Boy, did I forgot how much moving sucks. Makes a lot of sense to me what Marilyn, our dithery real estate agent told me: Realtors try to move about every five years to remind themselves how awful it is. Thinking that maybe we should do the same, since I never want to have to go through this again. Or as I told Dad this afternoon, who said I'll never have to do this alone again, "The next time, hopefully it'll be Rachel moving me into an assisted living facility and I'll be too old to care about possessions anymore."
That got a laugh. Hey, at least I have somewhat of a sense of humor left.

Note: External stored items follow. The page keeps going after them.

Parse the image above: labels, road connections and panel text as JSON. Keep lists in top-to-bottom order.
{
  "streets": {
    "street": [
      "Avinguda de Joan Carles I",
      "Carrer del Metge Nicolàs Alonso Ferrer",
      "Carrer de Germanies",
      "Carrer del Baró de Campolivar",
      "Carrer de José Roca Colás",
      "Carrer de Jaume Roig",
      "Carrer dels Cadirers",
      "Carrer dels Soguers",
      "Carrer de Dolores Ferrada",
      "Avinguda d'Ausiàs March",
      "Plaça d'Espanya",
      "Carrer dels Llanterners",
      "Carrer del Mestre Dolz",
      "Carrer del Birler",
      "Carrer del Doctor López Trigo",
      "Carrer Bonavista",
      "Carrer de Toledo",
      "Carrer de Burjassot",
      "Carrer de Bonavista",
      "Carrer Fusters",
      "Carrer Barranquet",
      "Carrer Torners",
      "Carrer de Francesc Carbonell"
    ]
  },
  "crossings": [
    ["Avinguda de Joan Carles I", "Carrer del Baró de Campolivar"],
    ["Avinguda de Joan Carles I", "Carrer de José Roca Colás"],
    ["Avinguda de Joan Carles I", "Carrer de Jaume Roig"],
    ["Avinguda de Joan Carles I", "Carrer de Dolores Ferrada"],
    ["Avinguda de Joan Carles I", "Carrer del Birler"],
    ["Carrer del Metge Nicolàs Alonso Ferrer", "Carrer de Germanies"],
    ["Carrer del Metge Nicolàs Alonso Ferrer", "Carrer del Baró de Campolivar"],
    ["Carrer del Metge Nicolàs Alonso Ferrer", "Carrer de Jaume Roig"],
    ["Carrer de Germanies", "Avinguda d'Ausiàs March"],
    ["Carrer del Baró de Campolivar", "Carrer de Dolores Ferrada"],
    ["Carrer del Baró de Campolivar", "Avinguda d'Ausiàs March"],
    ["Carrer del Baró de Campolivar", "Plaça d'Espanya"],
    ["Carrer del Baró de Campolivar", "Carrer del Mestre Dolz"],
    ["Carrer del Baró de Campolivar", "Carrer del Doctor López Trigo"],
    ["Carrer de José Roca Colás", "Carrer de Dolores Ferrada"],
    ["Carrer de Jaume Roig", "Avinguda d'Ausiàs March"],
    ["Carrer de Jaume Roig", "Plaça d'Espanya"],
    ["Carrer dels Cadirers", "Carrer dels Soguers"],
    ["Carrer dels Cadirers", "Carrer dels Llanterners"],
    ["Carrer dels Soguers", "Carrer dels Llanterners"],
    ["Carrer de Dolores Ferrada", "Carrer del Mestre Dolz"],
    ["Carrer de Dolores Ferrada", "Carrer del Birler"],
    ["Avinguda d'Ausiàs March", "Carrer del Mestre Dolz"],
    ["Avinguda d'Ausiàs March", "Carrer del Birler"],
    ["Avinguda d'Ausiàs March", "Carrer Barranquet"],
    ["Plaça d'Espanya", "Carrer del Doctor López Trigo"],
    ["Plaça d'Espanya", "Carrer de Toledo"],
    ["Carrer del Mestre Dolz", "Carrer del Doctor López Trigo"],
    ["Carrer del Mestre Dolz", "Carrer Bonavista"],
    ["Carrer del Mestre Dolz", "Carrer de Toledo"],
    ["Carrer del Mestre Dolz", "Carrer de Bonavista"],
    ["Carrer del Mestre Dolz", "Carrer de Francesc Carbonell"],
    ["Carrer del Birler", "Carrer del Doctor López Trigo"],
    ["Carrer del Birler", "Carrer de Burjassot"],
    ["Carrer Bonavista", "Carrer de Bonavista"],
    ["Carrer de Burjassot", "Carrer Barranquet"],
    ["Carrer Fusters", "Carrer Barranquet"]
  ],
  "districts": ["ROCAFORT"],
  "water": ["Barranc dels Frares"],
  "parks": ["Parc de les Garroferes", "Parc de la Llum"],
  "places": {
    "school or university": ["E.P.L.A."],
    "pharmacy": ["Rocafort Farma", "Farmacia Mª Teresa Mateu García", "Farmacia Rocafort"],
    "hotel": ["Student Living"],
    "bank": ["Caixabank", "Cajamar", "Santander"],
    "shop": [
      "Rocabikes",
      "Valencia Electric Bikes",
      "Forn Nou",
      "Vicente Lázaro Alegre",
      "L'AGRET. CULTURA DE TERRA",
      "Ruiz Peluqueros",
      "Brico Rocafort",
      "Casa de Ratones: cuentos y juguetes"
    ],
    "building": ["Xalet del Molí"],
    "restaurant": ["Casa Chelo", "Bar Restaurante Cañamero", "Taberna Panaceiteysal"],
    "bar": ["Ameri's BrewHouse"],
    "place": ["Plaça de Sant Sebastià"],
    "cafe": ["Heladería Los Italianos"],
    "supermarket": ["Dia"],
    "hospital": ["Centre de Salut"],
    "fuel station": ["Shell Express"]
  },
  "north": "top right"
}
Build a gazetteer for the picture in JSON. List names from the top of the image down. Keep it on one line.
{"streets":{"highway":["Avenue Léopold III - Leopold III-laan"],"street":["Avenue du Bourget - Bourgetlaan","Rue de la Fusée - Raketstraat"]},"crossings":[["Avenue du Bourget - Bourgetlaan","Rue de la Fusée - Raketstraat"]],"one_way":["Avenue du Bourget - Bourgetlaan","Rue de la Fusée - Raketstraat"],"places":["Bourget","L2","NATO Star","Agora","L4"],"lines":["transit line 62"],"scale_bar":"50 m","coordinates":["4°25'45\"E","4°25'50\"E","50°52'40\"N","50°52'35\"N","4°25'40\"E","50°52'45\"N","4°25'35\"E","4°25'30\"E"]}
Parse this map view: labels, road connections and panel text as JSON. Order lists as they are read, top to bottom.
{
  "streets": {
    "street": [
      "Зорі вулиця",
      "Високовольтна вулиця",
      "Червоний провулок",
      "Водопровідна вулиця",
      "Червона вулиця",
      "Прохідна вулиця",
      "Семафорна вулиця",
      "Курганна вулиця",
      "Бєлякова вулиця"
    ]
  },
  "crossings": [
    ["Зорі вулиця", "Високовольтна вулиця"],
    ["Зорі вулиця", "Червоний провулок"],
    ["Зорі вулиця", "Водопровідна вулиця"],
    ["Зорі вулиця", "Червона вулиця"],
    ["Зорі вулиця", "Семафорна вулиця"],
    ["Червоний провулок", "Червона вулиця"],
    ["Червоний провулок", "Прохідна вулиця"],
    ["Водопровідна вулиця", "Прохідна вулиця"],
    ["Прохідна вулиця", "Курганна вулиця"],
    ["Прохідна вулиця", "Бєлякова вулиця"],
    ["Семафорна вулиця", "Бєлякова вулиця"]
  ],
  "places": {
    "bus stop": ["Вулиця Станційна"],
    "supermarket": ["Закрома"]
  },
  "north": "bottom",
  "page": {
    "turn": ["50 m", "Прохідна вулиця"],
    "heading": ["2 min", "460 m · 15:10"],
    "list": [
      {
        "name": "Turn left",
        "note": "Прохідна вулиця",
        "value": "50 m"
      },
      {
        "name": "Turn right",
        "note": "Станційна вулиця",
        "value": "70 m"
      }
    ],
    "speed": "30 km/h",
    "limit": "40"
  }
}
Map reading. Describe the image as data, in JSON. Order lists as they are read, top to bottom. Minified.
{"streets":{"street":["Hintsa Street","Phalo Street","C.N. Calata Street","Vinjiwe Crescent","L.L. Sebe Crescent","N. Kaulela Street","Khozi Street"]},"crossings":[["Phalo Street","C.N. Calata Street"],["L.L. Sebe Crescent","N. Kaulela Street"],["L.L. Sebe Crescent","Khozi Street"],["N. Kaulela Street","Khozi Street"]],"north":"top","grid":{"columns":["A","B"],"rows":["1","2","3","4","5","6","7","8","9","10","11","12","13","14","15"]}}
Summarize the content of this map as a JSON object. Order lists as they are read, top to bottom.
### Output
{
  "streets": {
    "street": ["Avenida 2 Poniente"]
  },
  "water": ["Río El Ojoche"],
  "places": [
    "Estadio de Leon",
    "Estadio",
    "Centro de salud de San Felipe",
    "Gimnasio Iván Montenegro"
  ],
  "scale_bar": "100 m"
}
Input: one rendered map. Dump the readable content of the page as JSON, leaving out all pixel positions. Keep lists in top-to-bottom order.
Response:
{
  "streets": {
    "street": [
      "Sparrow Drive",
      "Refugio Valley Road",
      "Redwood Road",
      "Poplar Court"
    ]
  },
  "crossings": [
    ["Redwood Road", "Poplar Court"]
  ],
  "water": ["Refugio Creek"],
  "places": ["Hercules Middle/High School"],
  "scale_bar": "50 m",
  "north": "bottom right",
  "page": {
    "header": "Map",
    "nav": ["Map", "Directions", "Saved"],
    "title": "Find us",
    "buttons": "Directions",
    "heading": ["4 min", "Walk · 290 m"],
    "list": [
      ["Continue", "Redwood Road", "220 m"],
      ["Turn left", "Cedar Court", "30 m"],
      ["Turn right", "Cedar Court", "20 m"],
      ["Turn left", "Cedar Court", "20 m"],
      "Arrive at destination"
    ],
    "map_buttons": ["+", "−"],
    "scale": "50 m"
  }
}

Anyway, the movers came and forgot to pack up a bunch of things. Apparently they are also incapable of taking down wall hangings because, you know, they involve nails. And the ones that don't involve nails and are simply hung from the crown moldings and need nothing more than a little nudge to come down -- well, they're waaay too complicated to deal with. So, after they left I went around the house taking things down with a hammer and a Philips screwdriver. Then I started cleaning out what's left of the food in the refrigerator. We have about five huge bags of garbage, plus recycling, that I'll have to haul to the curb tonight. I have no idea what time they'll start loading the truck tomorrow, but I hope it's after I get Rachel home from preschool. This whole thing hasn't gone as smoothly as I'd anticipated, which is a shame but there's really nothing I can do except stay up late, finish all the tasks I can and hope we make it out of here without having extra boxes of stuff that I'll have no idea what to do with.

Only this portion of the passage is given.